Bu ayda Moonshine neler yaptı, neler yapıyor?


- Herşeyden önce bu dönemde Moonshine şunu anladı: O hiç bir zaman klasik kafası kitaplarının içine gömülü, 'inek' ve hayattan habersiz bir doktora öğrencisi olamaz.
Sınav zamanı bile kendini yaşamdan soyutlayamaz, bir odaya kapatamaz, öyle bir şey yaparsa aklını kaybeder. İnsan yüzü görmeden, sosyal aktivitelerden, sanattan, müzikten, sinemadan uzak yaşayamaz.

- Sevgili arkadaşı A ile çaylarını yudumlarken piyanodan canlı olarak Chopin dinlediler, enfesti.


- 8 saatlik bir okuma seansının ardından okulunun 'sanat festivali' kapsamında kilden heykeller yapıp ellerini çamura buladı, stres attı, çok eğlendi.
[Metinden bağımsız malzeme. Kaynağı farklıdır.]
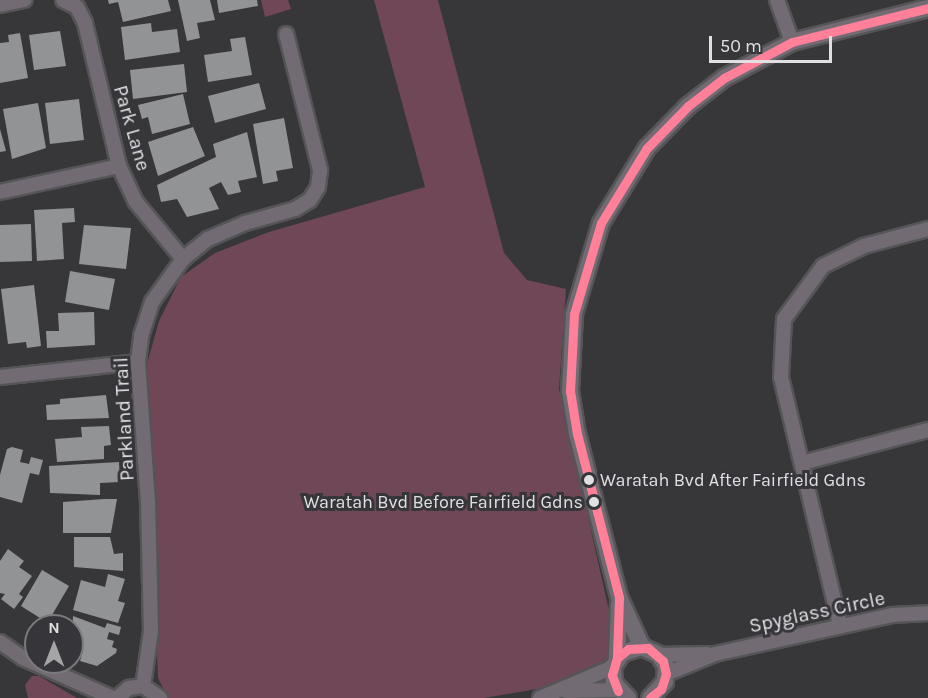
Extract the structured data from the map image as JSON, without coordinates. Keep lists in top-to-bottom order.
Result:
{
  "streets": {
    "street": ["Park Lane", "Parkland Trail", "Spyglass Circle"]
  },
  "crossings": [
    ["Park Lane", "Parkland Trail"]
  ],
  "places": ["Waratah Bvd After Fairfield Gdns", "Waratah Bvd Before Fairfield Gdns"],
  "scale_bar": "50 m",
  "north": "top"
}
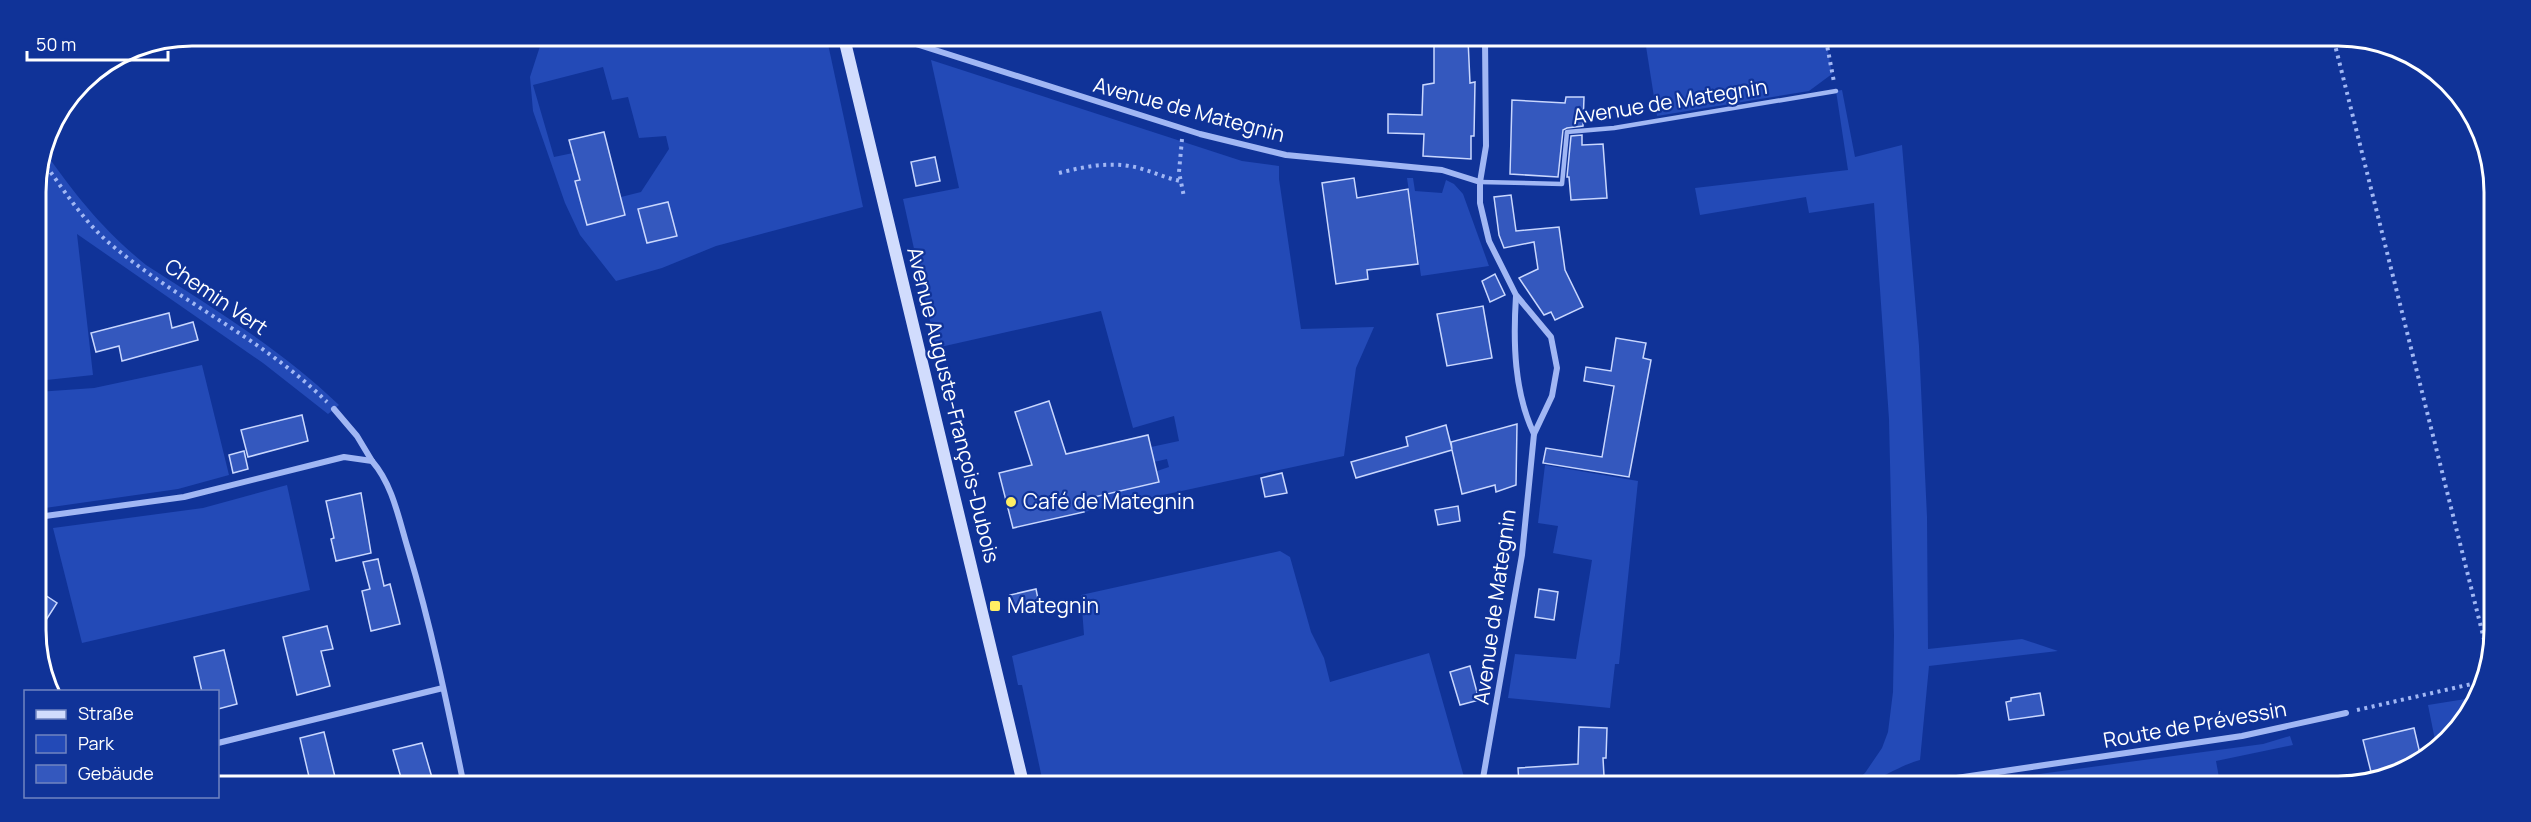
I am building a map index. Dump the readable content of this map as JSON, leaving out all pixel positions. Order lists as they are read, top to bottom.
{
  "streets": {
    "main road": ["Avenue Auguste-François-Dubois"],
    "street": ["Avenue de Mategnin", "Route de Prévessin"],
    "path": ["Chemin Vert"]
  },
  "places": {
    "other": ["Café de Mategnin"],
    "transit": ["Mategnin"]
  },
  "legend": ["Straße", "Park", "Gebäude"],
  "scale_bar": "50 m"
}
Ayrıca hayatında ilk defa bir batik uygulamasıyla kumaşı boyadı, üzerine kalpler ve nehirler çizdi. Çok mutlu oldu.

- Aynı festival kapsamında çok güzel bir bale gösterisi izledi.

- Okumalardan ve okuduğu onlarca kitaptan iyice bunaldı, bir kaç günlük sıkıntılı / depresif bir döneme girdi. Bunda havanın kapkaranlık olmasının da etkisi oldu. Eline kitap dahi almak istemedi, sıkıntıdan boğulacak sandı. Perşembe günü itibariyle çok şükür sıkıntıyı atlattı, bu sefer de nezleye yakalandı. Claritin içip sersemledi, koltuğun üstünde saatlerce uyudu. Kendini tavuk çorbası ve litrelerce suyla iyileştirebildi.
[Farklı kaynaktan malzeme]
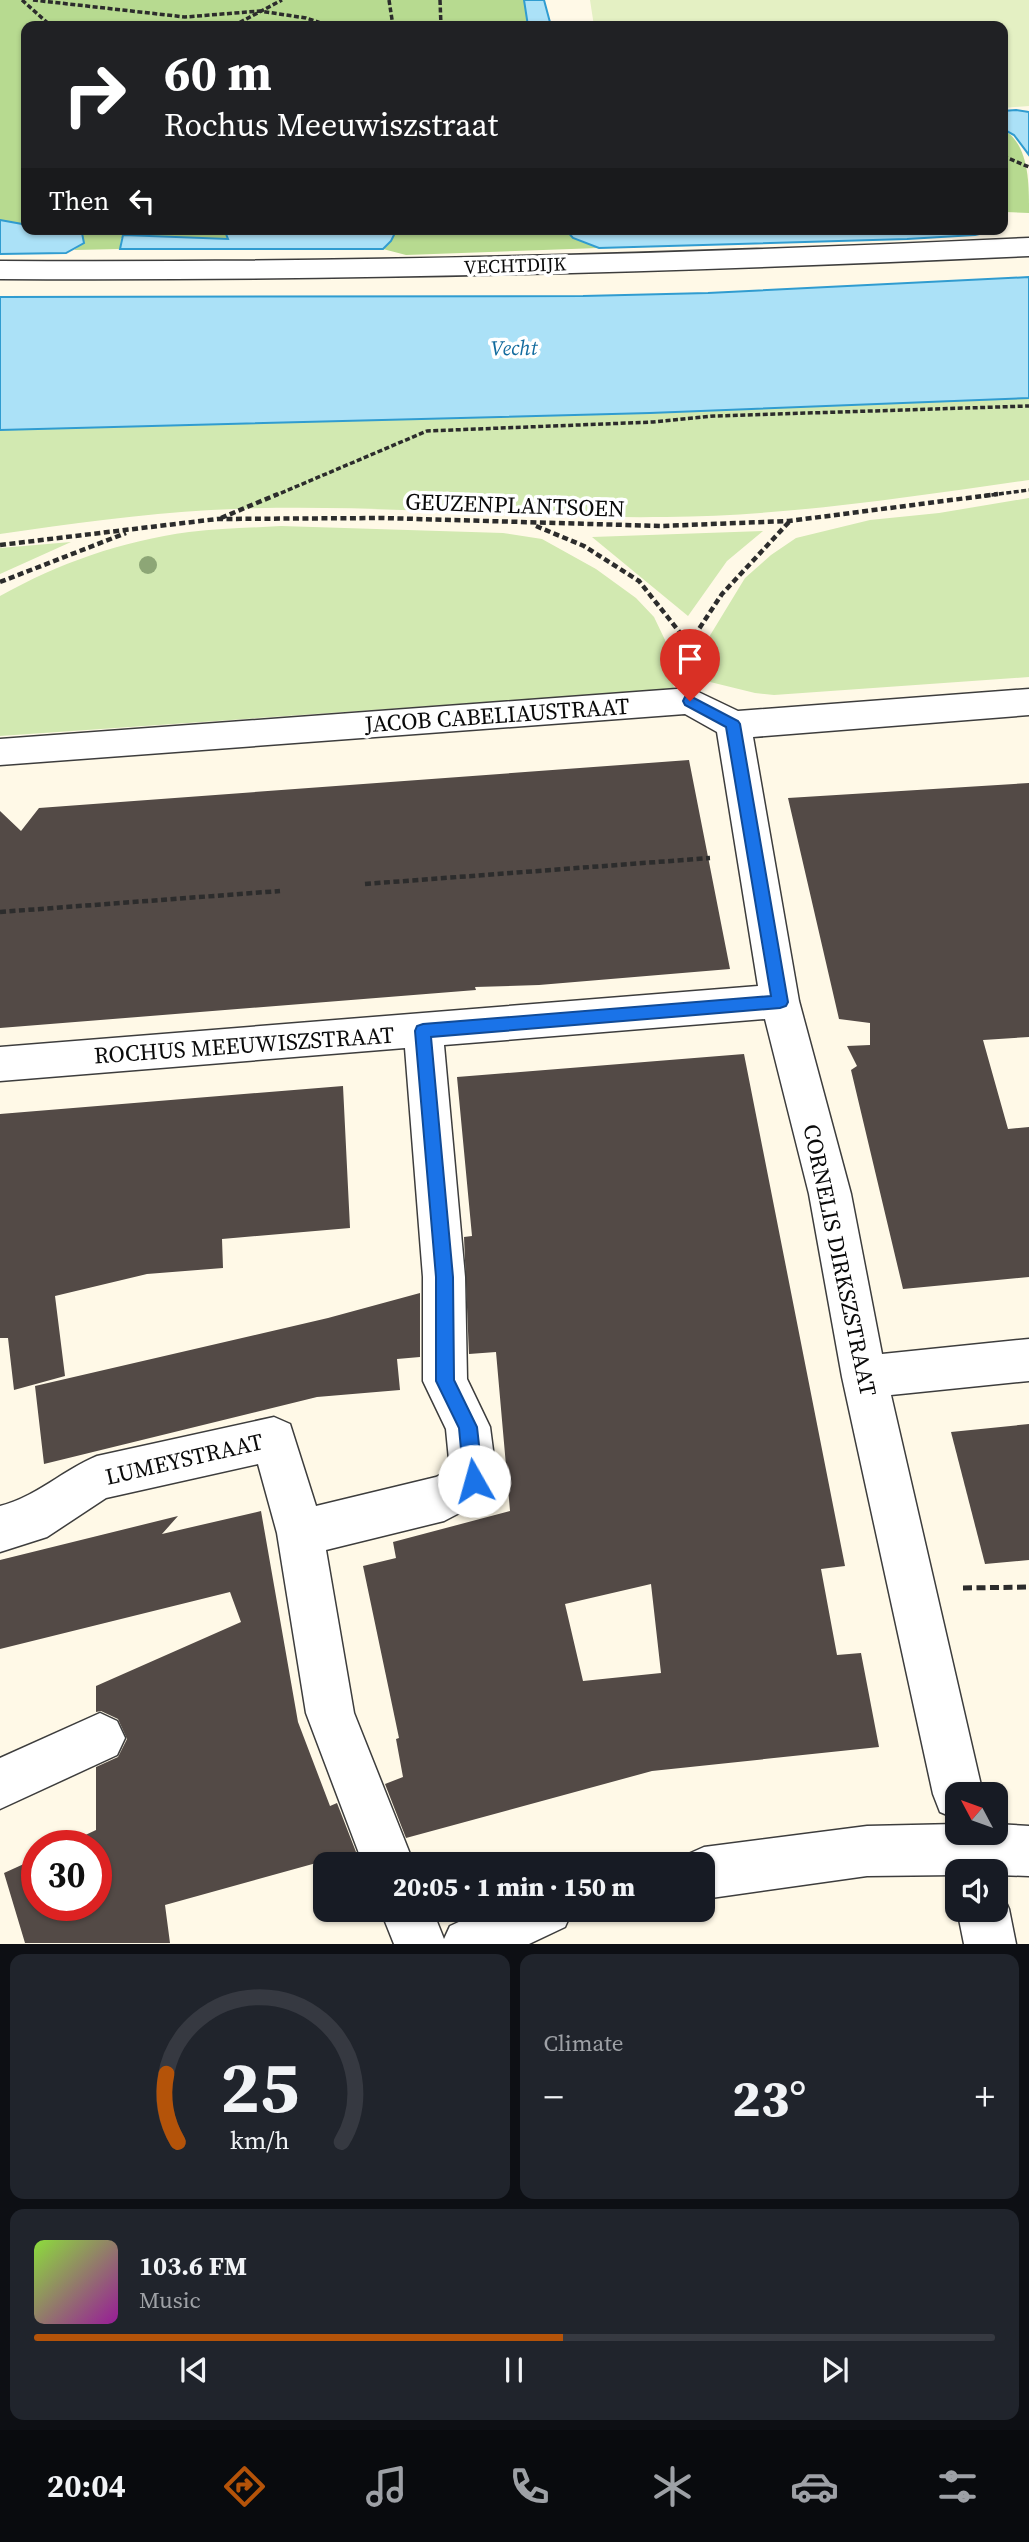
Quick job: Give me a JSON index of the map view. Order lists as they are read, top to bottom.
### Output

- Arkadaşlarını gördü, güzel bir 'fasıl'a katıldı.

- Şirin yeğenlerini sevdi, mıncıkladı.

- Güzel bir iki film izledi (film eleştirileri devam edecek!)

- Çikolatalı dondurma ve siyah çikolatalı trufflelar yedi, çikolataya doydu.


- Aynı zamanda haftada 3 kere spor yapmayı sonunda bir düzene oturtabildiği için kendi kendini kutladı, böylece yediği çikolatalardan vicdan azabı duymadı. Keyfine vara vara yedi :) Ayrıca High Intensity Interval Training adında, aşırı yağ yakıcı özelliği bulunan yeni bir antrenman yöntemi keşfetti. Sonuçlarından çok memnun kaldı!

- Aynı şekilde bol bol yeşil çay ve nane çayı içti, bunların da müptelası oldu.

- Güzel yemekler yaptı, sebze ve meyvelerle haşır neşir olmak, onlara dokunmak, yıkamak, ayıklamak onu çok mutlu etti, kafasını boşalttı, okumalardan ve çalışmaktan güzel bir dinlenme oldu. Bir zamanlar mutfağa bile girmezken şimdi yemek yapmayı ne kadar sevdiğine kendisi bile şaşırdı.


- C.S. Lewis'in 'Narnia Günlükleri' romanından öğrendiği İngiliz çay sofrasını kurdu. Orada Mr. Tumnus'un Lucy'e hazırladığı yiyeceği hazırladı: Güzelce kızarmış ekmek dilimlerini üzerine bolca tereyağı sürülür. Üzerlerine konserveden çıkartılan sardalya balığı dilimleri güzelce yerleştirilir. Onların üstüne de katı pişmiş yumurta dilimleri konulup hepsinin üzerine bolca karabiber ekilir. Yanında tercihen Earl Grey çayıyla afiyetle yenir! Moonshine bütün bunları yiyip içince kendini İngiltere'de hissetti!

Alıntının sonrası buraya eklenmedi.